August 8 is Sneak Zucchini onto Your Neighbor’s Porch Day, but I contend anonymous sharing of the wealth should be at least a month-long celebration. Makes me want to have a neighbor… or maybe not, because I have a porch.

Famous nature observer Dave Barry remarked, “The trouble is you cannot grow just one zucchini. Minutes after you plant a single seed, hundreds of zucchini will barge out of the ground and sprawl around the garden, menacing other vegetables. At night, you will be able to hear the ground quake as more and more zucchini erupt.”

Perhaps he was exaggerating or simply being dramatic, but I have caused my own dramatic circumstances by bringing in yet another armload of summer squash such as yellow crooknecks, zucchini and pattypans. These are members of the Cucurbita pepo species, and we usually harvest them before they grow too large and the skin gets tough.

Cucurbita maxima and C. moschata are species of winter squash varieties – butternuts, hubbards, buttercups, bananas, pumpkins and many others. Clever researchers recovered squash seeds from sites in the hills of western Peru, and quick use of a hand-held Presto-matic time-dater meter determined some of them were around 10,400 years old.  This would predate the domesticated use of corn by at least 4000 years.

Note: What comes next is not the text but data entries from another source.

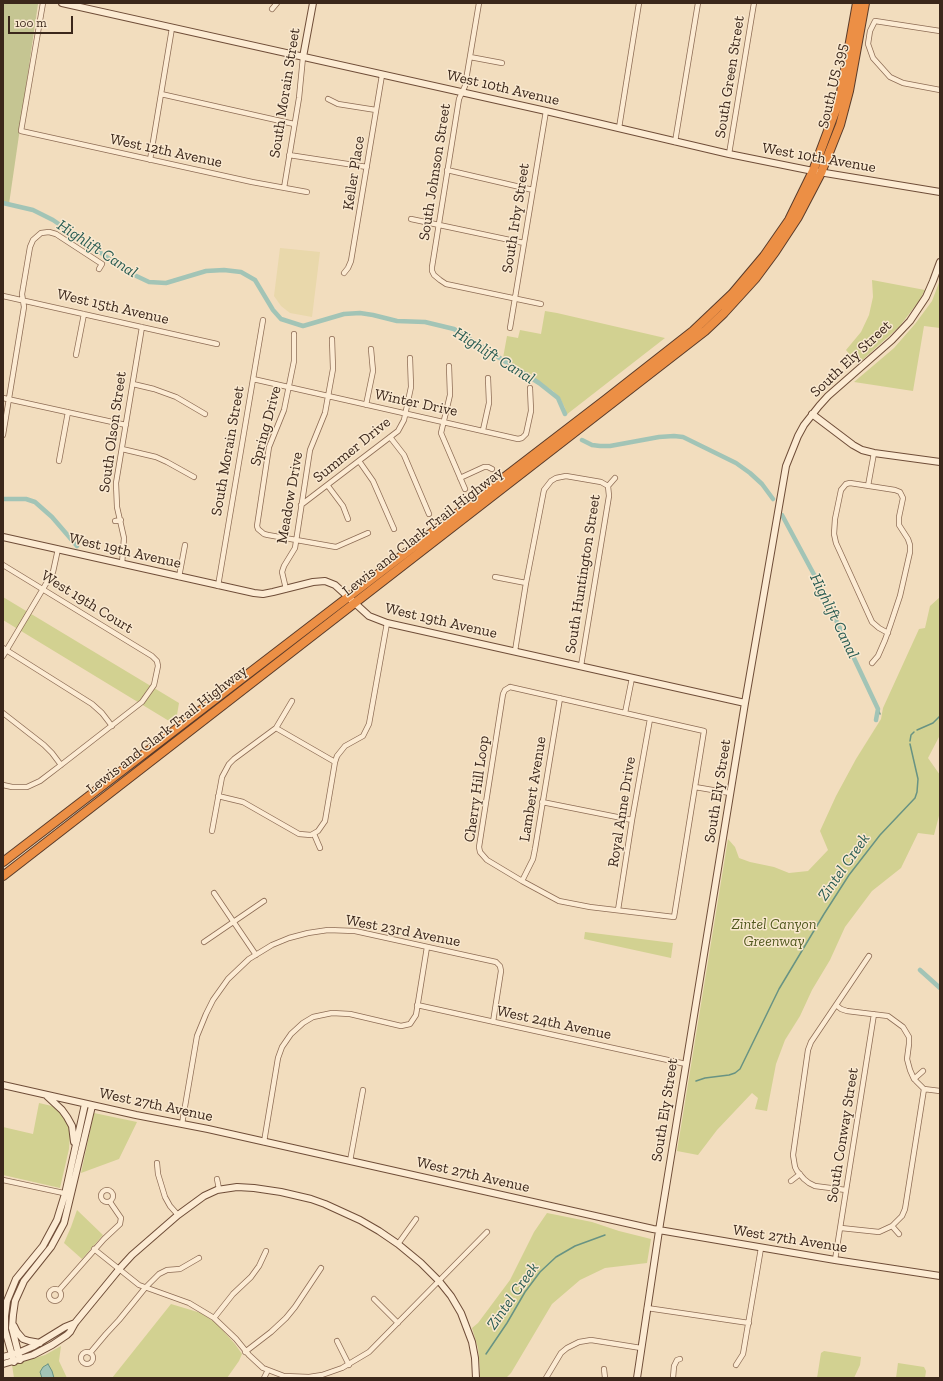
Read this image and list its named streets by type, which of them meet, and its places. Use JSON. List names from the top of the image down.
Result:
{
  "streets": {
    "highway": ["South US 395", "Lewis and Clark Trail Highway"],
    "street": [
      "South Green Street",
      "West 10th Avenue",
      "South Morain Street",
      "West 12th Avenue",
      "South Johnson Street",
      "Keller Place",
      "South Irby Street",
      "West 15th Avenue",
      "South Ely Street",
      "Winter Drive",
      "Spring Drive",
      "South Olson Street",
      "Summer Drive",
      "Meadow Drive",
      "West 19th Avenue",
      "South Huntington Street",
      "West 19th Court",
      "Cherry Hill Loop",
      "Lambert Avenue",
      "Royal Anne Drive",
      "West 23rd Avenue",
      "West 24th Avenue",
      "West 27th Avenue",
      "South Conway Street"
    ]
  },
  "crossings": [
    ["South Green Street", "West 10th Avenue"],
    ["South US 395", "West 10th Avenue"],
    ["South US 395", "Lewis and Clark Trail Highway"],
    ["West 10th Avenue", "South Morain Street"],
    ["West 10th Avenue", "South Johnson Street"],
    ["West 10th Avenue", "Keller Place"],
    ["West 10th Avenue", "South Irby Street"],
    ["West 10th Avenue", "Lewis and Clark Trail Highway"],
    ["South Morain Street", "West 12th Avenue"],
    ["South Morain Street", "Winter Drive"],
    ["South Morain Street", "West 19th Avenue"],
    ["South Johnson Street", "South Irby Street"],
    ["West 15th Avenue", "South Olson Street"],
    ["South Ely Street", "West 19th Avenue"],
    ["South Ely Street", "West 24th Avenue"],
    ["South Ely Street", "West 27th Avenue"],
    ["Winter Drive", "Spring Drive"],
    ["Winter Drive", "Summer Drive"],
    ["Winter Drive", "Meadow Drive"],
    ["Spring Drive", "Meadow Drive"],
    ["South Olson Street", "West 19th Avenue"],
    ["Summer Drive", "Meadow Drive"],
    ["Meadow Drive", "West 19th Avenue"],
    ["Lewis and Clark Trail Highway", "West 19th Avenue"],
    ["West 19th Avenue", "South Huntington Street"],
    ["Cherry Hill Loop", "Lambert Avenue"],
    ["Cherry Hill Loop", "Royal Anne Drive"],
    ["West 23rd Avenue", "West 24th Avenue"],
    ["West 23rd Avenue", "West 27th Avenue"],
    ["West 27th Avenue", "South Conway Street"]
  ],
  "water": ["Highlift Canal", "Zintel Creek"],
  "parks": ["Zintel Canyon Greenway"],
  "scale_bar": "100 m"
}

It is speculated that squashes are the oldest cultivated vegetables in North America. Smarty-pants vegetable history people point out the plethora of wild squash species growing in southern Mexico as an indication that is where squashes originated. The first domesticated species were probably gourds which were dried and used to carry water.

Squash varieties cross easily, so eventually less bitter and more palatable species sprouted and squashes spread south to Patagonia and north at least as far as the Wampanoag territory in what we now call New England. In fact, it is from the Wampanoag word “askutasquash” we borrowed our word “squash.” What if we had borrowed “askuta” instead?

One might wonder how squashes spread so far. To be honest, we moderns are not the first to study the stars, sing songs or sneak zucchini onto the neighbor’s porch. History records that Native Americans in the northeast grew several kinds of both summer and winter askuta varieties. It took a severe winter or two before European settlers learned to appreciate how well hubbards, acorns and butternuts would keep during long winters.

Native nations in what is now the southwest part of the United States ate mature squash by baking them in the coals of a fire, but they also dried strips of fresh squash in the sun and stored the strips for rehydrating during winter. Squash blossoms were a favorite item of the Zuni nation.

The early European settlers would cut a hole around the stem of a pumpkin or large squash, clean out the seeds, fill the interior with fruit, spices and honey or syrup, put the stem back in place and bake the whole thing. One flattened pale pumpkin heirloom variety that was popular in the northeast we now call a Long Island Cheese squash because it looks like a cheese wheel.

Summer and winter squash varieties grow well in northeast Arkansas. In fact, two archeologists studied the inedible C. pepo ozarkana, known as the Ozark gourd, and are convinced this native wild cucurbit, which resembles a chicken egg, is the ancestor from which eastern North American summer squashes evolved. They found it flourishing in woods along the White and Buffalo Rivers.

Also flourishing in our part of Arkansas are squash bugs. An adult will lay a merciless mass of eggs on the underside of an askuta leaf, and before a gardener ever has a clue, hordes of the interlopers will enervate your previously robust vines. What to do? In my experience, yelling does not help. Aside from constant vigilance, relentless hand-picking, a gardener might need neem oil or soap sprays and plenty of luck.